天才幼女錬金術師に転生したら、冷酷侯爵様が溺愛パパにチェンジしました!
 知識と実践では、ジェラルドが力になってくれる。ふたりが力を合わせれば、無敵だ。

(パパと、一緒に何かをするのって――すごく、特別な気がする)

 父とふたりで過ごした時間は、さほど多くない。

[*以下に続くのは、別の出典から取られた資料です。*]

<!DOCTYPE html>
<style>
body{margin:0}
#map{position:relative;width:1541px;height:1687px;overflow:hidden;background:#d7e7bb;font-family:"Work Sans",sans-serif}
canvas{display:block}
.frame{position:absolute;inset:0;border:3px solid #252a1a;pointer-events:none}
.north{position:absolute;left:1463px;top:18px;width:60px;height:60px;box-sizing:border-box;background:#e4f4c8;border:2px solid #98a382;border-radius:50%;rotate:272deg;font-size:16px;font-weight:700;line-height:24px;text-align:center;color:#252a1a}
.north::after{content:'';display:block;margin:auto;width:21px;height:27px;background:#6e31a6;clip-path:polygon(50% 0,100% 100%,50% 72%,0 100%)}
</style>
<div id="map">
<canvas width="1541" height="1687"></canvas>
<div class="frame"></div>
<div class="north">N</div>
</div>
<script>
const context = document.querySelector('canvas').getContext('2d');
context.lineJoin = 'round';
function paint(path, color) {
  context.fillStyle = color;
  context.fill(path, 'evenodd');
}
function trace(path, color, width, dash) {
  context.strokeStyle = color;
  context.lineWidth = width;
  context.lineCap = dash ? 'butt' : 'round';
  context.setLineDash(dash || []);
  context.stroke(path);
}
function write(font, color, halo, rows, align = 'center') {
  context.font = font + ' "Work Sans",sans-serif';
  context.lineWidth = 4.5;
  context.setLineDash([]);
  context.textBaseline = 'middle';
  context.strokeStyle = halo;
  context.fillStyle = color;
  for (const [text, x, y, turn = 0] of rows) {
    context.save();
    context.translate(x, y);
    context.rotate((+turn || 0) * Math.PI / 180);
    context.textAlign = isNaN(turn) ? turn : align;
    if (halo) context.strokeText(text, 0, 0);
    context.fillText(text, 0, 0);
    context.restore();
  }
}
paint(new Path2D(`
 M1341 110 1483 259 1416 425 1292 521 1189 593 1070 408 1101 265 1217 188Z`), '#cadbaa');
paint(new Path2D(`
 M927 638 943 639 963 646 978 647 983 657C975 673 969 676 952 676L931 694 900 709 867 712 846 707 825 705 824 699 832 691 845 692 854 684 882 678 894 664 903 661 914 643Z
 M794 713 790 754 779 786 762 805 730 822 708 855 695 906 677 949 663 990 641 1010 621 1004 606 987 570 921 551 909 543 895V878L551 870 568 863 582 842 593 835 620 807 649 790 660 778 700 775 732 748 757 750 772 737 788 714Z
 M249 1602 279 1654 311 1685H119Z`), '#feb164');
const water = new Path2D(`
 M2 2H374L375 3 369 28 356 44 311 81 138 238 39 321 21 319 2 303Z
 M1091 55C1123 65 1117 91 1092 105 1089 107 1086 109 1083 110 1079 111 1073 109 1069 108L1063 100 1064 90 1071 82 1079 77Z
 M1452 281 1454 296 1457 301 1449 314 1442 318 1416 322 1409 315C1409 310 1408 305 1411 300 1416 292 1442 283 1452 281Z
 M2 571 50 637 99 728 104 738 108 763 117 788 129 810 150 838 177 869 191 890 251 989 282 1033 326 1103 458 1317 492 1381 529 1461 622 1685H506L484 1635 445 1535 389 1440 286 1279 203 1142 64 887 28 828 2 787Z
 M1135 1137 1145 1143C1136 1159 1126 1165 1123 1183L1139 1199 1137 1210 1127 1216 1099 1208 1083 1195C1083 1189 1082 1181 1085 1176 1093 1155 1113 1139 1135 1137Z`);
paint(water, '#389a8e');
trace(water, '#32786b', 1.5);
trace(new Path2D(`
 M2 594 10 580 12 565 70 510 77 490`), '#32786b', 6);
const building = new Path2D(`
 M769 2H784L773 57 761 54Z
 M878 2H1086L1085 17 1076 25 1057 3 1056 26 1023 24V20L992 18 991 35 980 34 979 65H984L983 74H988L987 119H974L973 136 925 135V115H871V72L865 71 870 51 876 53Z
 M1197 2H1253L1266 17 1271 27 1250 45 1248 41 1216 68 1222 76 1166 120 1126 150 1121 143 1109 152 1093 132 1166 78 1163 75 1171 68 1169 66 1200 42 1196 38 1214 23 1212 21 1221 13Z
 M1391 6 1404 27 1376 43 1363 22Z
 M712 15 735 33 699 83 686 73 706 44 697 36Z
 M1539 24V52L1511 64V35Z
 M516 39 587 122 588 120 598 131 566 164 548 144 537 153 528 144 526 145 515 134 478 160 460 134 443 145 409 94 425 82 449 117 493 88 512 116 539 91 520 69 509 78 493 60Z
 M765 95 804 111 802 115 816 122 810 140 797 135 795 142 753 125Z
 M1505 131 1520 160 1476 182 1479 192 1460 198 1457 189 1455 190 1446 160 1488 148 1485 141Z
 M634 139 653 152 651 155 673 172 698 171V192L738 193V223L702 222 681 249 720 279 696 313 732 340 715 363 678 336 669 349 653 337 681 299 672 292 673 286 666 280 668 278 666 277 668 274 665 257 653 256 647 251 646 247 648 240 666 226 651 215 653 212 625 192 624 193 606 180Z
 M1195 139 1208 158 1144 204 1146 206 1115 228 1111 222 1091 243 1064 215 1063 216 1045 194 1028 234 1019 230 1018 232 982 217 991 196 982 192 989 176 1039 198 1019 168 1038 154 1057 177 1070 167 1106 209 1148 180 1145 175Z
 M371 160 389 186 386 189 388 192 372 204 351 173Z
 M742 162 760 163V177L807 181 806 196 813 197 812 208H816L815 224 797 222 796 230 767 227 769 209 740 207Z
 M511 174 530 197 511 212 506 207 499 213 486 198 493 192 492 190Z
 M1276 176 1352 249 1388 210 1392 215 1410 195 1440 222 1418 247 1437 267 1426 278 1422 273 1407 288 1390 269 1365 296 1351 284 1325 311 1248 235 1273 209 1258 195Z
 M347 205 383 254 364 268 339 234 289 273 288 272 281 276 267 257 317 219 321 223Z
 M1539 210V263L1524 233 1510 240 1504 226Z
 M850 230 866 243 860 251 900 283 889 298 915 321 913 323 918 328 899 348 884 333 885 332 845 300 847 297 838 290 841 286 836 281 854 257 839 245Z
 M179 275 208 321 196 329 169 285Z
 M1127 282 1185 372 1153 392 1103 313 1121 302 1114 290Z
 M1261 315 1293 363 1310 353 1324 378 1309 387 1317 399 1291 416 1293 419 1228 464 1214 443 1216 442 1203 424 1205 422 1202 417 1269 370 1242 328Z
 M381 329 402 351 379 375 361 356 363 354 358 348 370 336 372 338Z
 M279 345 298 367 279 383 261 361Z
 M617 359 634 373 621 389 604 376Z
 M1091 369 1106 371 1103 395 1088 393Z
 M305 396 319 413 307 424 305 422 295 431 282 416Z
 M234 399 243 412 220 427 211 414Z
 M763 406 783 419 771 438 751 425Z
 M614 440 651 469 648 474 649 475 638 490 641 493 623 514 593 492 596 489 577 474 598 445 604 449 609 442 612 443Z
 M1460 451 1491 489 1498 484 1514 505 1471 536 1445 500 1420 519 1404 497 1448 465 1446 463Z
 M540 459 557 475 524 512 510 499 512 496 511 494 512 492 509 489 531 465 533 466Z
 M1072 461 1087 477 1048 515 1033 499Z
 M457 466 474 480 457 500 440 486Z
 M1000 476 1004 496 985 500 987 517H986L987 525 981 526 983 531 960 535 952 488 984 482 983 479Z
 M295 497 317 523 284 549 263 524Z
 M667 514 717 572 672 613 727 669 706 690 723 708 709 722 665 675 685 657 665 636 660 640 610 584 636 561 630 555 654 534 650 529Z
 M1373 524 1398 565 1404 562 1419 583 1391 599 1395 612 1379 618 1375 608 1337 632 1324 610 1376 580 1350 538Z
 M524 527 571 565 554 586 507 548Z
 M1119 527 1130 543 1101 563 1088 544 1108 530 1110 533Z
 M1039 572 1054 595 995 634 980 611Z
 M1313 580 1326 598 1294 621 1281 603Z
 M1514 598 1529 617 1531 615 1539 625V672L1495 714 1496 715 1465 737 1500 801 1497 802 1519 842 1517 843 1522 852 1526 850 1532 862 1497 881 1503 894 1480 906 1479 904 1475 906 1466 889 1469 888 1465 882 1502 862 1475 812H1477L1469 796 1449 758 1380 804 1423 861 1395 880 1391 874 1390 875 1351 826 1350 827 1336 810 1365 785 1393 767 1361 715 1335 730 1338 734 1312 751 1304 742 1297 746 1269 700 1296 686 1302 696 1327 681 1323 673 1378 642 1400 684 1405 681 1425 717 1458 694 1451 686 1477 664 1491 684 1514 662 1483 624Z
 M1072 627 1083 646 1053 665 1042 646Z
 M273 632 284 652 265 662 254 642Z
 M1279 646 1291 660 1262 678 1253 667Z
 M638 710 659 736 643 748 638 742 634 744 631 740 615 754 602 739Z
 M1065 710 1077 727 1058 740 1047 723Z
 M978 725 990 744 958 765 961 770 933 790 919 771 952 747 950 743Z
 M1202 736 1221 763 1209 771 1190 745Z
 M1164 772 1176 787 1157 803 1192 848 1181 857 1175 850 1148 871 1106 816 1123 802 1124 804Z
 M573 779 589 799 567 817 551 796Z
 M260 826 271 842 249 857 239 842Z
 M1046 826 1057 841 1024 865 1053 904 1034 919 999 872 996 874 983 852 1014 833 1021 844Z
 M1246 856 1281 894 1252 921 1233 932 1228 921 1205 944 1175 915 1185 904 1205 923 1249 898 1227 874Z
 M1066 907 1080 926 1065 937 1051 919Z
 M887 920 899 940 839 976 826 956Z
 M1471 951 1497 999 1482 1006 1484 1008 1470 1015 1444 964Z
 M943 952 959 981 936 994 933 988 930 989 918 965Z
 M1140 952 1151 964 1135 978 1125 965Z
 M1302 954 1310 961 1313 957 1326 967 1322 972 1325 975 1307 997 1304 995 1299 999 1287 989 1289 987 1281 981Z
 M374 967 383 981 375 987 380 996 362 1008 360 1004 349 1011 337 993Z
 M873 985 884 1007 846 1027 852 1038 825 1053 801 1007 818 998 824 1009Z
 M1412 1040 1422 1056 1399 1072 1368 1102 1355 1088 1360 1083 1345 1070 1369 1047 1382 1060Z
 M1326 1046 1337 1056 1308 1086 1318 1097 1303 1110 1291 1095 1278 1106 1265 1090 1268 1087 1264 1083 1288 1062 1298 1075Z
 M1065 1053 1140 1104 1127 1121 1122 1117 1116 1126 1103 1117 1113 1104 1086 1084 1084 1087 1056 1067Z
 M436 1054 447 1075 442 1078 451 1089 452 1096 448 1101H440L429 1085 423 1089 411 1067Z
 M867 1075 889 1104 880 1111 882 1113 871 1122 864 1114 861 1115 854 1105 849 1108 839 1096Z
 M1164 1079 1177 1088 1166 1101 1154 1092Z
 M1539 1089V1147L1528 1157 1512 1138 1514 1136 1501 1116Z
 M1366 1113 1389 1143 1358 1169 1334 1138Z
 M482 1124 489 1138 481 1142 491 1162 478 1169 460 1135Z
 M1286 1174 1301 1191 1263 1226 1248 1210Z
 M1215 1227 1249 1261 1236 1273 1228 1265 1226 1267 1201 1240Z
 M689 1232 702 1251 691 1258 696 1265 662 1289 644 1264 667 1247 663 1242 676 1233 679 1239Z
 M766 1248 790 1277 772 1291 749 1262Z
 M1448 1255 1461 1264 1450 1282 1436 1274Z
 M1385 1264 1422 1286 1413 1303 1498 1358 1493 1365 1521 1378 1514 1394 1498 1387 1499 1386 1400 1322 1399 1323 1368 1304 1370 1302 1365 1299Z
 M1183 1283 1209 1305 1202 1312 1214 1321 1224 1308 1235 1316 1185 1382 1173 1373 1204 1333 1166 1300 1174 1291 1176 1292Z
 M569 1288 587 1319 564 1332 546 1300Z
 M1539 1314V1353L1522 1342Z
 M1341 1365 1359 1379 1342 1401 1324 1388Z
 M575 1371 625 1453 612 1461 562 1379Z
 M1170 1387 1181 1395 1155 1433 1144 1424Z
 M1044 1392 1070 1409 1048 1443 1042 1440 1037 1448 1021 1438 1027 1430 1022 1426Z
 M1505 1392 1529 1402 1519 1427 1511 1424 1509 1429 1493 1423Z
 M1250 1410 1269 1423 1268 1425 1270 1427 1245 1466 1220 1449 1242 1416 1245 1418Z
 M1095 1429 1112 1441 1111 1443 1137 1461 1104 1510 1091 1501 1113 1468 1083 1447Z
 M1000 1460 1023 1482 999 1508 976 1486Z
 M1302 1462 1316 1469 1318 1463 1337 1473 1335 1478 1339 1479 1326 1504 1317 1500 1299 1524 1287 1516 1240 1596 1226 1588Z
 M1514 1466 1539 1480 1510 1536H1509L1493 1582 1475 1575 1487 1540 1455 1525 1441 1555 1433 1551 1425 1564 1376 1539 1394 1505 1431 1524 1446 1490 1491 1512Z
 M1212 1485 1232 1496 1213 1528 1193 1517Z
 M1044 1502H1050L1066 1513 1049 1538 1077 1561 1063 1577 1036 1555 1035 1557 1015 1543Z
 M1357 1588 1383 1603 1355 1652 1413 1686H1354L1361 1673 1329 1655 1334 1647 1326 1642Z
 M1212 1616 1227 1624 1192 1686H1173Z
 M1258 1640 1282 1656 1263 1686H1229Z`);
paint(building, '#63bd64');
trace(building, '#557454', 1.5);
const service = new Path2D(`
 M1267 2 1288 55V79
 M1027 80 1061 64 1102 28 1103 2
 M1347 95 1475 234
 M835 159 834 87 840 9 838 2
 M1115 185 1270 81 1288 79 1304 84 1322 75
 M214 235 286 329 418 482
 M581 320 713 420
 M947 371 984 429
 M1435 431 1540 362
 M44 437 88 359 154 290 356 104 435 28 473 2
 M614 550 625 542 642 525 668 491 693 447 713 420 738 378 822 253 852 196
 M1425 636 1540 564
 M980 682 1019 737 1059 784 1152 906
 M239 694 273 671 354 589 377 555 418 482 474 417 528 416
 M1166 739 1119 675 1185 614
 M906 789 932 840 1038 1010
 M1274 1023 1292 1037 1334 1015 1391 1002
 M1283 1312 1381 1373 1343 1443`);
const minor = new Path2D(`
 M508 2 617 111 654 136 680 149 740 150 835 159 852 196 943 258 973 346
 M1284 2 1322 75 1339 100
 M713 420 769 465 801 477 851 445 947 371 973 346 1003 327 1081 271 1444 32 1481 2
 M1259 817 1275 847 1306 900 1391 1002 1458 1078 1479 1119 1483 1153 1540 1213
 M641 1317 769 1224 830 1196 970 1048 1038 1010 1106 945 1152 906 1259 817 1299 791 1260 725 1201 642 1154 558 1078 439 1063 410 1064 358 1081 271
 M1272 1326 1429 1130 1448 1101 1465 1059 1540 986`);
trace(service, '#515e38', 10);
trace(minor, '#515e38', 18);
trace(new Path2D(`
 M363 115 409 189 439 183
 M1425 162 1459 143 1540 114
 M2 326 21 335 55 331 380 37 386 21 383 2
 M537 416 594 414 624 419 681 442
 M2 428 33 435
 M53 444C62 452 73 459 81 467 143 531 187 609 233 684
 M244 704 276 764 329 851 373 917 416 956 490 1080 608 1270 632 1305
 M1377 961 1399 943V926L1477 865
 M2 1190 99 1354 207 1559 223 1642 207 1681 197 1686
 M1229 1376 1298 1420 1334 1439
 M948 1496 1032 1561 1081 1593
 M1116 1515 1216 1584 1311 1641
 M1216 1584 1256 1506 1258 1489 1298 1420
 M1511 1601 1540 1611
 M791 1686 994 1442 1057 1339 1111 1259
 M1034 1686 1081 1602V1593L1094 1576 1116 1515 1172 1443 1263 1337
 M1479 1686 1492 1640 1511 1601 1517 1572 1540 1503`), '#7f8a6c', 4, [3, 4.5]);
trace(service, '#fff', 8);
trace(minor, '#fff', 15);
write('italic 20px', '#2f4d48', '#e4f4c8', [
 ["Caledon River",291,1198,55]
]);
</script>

だからこそ、こうやって協力して何かを開発することにより、父との絆がもっともっと強くなればいいとも願う。

「まず、マナが流れていたら他の人にも見えるような魔道具があればいいと思うの」

 父の協力が得られなかったら、自分でどうにかしようと、返事待ちの間にもいろいろと調べてみた。

「魔石を溶かす溶液に、アカトカゲの皮を煮出して作った抽出液を加えてみたらどうかなって」

 アカトカゲは、マナの多い人間に近寄ってくるという性質を持つ魔物だ。

 さほど大きくなく、危険性も少ないのだが、ぬるぬるとした体液に覆われていて、触れるとその場所がかゆくなるという厄介な性質を持っている。

 その上、マナを発する時には、赤く光るのだ。普段は緑色なのに、赤くなることからアカトカゲと呼ばれている。